I have to admit that I was enjoying being the focus of what I thought was his gentle teasing. It was almost exhilarating to feel any sort of connection with him and, as with my equally giddy reaction to watching him rolling down his sleeves and fitting his cufflinks, it seems time to acknowledge that I can no longer call the way I feel merely a crush. The cause of my total loss of composure had been just a tiny little last straw really. I'd sat down on the sofa and looked up at him in mock annoyance, attempting to challenge him but he'd merely cocked one eyebrow at me and, instantly, I'd felt my insides turn to mush. After that, I was always going to be on shaky ground; I was tired and still a bit groggy, and I really wasn't prepared for how emotional I was about to become.
When I saw it in the box, it had affected me in such an overwhelming way. I realised the care he'd taken, and how beautiful it now was, and it just floored me and, embarrassingly, I'd become weepy and sentimental. I am well aware that that alone is enough to terrify most blokes and, once again, I had been unable to control myself and, once again, I'd presented myself in a bad light. God only knows what a sight I'd looked, blubbering away, red eyed and all snotty but I honestly just couldn't help it at the time. I was overcome.

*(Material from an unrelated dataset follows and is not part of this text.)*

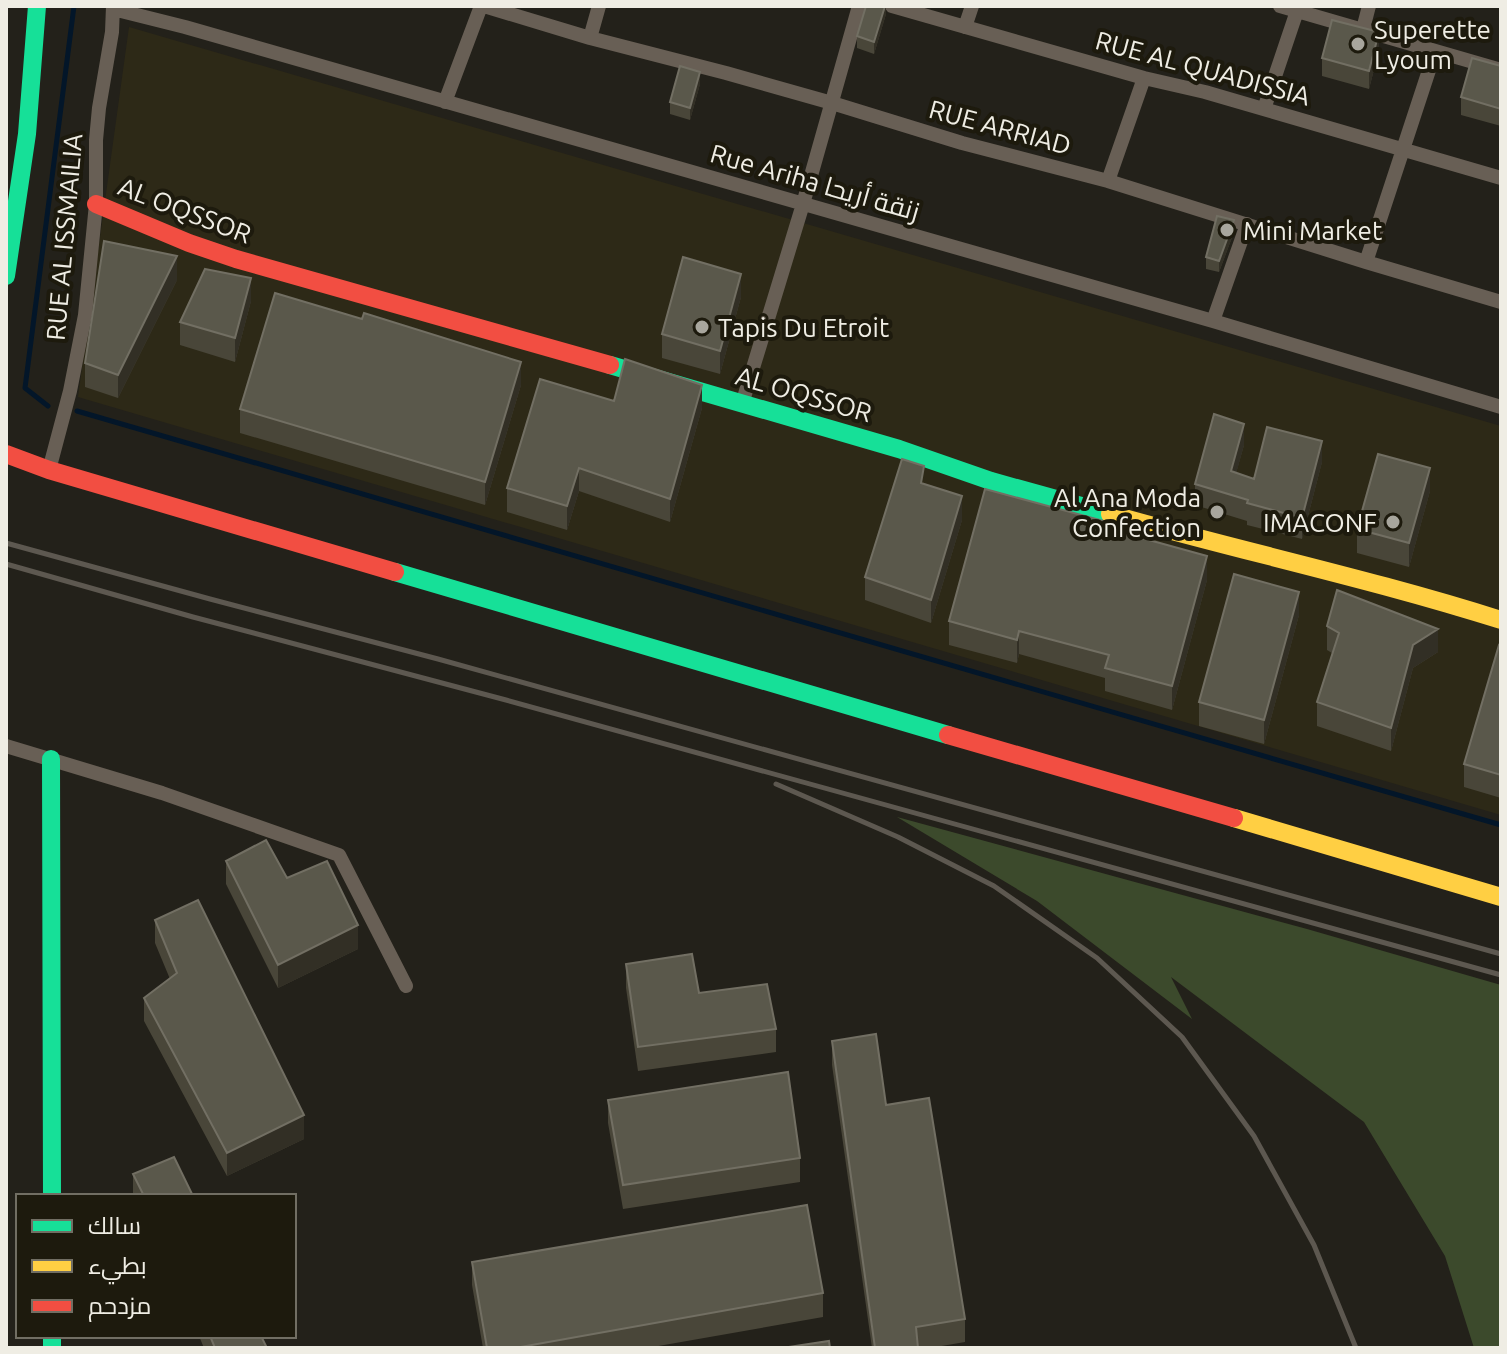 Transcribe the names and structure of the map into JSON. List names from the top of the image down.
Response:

I felt in my pocket and retrieved his handkerchief, unable to help myself giving it a little squeeze. To look at it, you'd just think that it was a plain hanky but then you notice the softness of the cotton. On closer examination, there's a subtly woven stripe around the border, and the hem is flawlessly stitched. Of course it had been white, and perfectly pressed, before I wiped it across my face, smeared it with yesterday's mascara and crumpled it up in my pocket. There's no monogram on it of course, that would be far too flashy for Martin but, in every way, I realise it's a really apt analogy for him and for some reason that amuses me a lot; dignified, of excellent but understated quality, and always useful in a crisis.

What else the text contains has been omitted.